About this task ▸ Every line of the following records that includes "action" should be copied.

Records from a collection ▸
"""

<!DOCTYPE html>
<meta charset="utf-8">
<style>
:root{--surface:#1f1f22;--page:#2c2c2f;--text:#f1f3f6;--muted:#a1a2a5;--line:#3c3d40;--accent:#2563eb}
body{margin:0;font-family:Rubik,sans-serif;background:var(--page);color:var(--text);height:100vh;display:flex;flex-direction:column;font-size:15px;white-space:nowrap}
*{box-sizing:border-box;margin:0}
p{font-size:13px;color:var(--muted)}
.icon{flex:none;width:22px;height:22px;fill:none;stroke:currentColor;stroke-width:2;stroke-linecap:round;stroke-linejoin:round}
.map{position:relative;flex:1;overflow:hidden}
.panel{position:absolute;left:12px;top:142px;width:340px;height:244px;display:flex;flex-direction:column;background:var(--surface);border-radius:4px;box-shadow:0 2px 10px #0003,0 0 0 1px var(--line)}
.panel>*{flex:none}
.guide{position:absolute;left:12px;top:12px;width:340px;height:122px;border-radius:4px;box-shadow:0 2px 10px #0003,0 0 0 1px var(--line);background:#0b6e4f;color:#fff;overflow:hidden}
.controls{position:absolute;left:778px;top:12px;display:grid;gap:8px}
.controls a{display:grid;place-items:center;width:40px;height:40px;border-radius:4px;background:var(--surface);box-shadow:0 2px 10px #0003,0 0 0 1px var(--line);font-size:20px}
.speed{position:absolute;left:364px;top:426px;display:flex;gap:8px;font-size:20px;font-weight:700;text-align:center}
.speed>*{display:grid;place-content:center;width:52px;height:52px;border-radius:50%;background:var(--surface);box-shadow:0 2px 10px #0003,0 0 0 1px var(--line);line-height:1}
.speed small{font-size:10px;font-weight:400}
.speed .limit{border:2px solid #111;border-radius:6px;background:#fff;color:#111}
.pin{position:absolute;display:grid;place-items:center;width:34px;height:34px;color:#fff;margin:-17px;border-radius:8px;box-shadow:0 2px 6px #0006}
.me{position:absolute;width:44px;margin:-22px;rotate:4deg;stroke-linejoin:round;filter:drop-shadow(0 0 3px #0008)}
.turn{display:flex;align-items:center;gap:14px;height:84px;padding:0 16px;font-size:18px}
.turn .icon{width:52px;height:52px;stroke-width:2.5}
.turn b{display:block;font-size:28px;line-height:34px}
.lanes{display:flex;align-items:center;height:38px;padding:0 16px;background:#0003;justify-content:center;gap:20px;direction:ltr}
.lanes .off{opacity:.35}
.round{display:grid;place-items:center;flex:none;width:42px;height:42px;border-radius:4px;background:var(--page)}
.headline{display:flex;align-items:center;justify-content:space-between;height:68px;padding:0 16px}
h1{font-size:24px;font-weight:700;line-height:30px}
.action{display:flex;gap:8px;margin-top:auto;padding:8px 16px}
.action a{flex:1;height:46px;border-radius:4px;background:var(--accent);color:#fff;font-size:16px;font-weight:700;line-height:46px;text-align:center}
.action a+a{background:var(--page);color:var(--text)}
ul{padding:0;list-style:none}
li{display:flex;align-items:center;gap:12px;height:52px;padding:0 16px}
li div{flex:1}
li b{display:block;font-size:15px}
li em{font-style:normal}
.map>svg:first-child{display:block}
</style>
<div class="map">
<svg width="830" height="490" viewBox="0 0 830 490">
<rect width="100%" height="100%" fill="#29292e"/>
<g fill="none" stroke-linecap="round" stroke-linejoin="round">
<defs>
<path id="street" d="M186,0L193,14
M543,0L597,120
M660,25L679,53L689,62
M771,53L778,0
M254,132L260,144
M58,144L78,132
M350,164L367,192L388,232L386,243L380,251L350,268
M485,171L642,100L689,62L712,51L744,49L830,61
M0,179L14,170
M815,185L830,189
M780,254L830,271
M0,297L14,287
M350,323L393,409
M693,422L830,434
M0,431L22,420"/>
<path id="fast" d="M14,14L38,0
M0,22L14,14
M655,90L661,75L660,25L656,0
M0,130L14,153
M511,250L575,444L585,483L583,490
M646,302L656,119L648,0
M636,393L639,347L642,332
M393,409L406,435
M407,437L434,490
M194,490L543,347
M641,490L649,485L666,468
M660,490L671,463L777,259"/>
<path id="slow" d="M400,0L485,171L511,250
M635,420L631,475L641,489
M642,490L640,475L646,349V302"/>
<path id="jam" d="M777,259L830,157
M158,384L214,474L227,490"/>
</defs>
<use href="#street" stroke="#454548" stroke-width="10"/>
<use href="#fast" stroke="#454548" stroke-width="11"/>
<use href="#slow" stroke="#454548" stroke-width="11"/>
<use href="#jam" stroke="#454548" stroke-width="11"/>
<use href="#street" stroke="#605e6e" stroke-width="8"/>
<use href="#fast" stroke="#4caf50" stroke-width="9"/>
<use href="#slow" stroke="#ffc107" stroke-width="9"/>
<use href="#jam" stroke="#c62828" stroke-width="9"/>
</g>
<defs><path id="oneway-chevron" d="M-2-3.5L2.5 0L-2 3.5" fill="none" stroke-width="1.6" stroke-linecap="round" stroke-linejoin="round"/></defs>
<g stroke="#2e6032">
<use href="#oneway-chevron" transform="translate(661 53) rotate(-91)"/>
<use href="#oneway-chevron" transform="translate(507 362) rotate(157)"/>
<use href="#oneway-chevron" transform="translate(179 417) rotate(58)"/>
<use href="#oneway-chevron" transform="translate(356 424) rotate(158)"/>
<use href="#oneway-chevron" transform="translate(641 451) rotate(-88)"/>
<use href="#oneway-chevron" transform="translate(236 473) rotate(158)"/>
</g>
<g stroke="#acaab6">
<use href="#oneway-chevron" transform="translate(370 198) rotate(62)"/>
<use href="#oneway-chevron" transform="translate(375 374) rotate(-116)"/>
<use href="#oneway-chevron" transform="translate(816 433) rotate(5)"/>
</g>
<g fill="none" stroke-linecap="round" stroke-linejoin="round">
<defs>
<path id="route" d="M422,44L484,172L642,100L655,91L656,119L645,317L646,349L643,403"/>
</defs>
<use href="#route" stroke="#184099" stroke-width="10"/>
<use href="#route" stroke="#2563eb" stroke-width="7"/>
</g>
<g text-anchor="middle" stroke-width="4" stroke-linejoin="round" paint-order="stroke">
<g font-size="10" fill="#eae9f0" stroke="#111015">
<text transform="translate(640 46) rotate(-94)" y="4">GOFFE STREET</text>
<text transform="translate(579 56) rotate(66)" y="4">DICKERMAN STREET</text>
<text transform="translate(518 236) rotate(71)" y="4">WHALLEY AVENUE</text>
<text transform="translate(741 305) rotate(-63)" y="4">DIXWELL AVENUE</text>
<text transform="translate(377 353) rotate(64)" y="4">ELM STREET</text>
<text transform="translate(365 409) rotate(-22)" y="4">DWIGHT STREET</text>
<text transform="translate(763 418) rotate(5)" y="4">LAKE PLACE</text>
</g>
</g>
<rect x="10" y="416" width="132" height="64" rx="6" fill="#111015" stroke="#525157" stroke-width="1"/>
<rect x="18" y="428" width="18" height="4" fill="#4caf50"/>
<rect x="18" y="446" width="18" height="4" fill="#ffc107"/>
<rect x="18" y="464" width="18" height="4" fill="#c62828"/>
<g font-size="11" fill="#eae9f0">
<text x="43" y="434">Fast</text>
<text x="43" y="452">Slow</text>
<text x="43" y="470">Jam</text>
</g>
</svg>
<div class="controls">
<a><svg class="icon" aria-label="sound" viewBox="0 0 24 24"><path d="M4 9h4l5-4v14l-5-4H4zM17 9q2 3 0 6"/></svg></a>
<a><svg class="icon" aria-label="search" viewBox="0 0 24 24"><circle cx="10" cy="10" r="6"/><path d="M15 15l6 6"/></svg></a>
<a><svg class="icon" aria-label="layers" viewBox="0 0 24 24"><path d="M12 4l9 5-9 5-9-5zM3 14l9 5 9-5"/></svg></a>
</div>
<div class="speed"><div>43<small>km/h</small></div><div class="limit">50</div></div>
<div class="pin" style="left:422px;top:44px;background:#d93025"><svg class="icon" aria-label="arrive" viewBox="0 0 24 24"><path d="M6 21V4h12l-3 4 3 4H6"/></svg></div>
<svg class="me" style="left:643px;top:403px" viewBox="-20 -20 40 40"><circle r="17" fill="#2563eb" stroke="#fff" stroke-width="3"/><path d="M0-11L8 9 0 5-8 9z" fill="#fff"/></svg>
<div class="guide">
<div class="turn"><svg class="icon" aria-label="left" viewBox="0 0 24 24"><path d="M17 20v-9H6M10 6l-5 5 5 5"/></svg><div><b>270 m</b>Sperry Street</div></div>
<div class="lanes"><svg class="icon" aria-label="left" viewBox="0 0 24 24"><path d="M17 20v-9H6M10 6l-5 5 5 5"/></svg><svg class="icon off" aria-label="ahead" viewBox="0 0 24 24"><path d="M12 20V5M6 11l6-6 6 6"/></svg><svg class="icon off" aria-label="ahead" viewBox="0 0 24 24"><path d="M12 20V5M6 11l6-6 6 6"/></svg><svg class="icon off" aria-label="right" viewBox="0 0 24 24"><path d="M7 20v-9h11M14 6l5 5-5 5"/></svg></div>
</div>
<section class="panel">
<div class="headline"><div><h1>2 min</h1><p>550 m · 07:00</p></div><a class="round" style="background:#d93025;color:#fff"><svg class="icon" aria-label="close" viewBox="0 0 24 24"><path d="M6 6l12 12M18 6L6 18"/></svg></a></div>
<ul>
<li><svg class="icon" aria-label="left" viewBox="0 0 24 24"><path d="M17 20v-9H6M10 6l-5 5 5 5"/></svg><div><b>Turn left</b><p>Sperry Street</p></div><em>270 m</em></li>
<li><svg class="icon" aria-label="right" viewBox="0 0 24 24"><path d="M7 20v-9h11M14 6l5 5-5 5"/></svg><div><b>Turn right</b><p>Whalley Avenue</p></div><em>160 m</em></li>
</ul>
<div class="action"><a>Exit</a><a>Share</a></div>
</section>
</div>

"""

Result ▸
.action{display:flex;gap:8px;margin-top:auto;padding:8px 16px}
.action a{flex:1;height:46px;border-radius:4px;background:var(--accent);color:#fff;font-size:16px;font-weight:700;line-height:46px;text-align:center}
.action a+a{background:var(--page);color:var(--text)}
<div class="action"><a>Exit</a><a>Share</a></div>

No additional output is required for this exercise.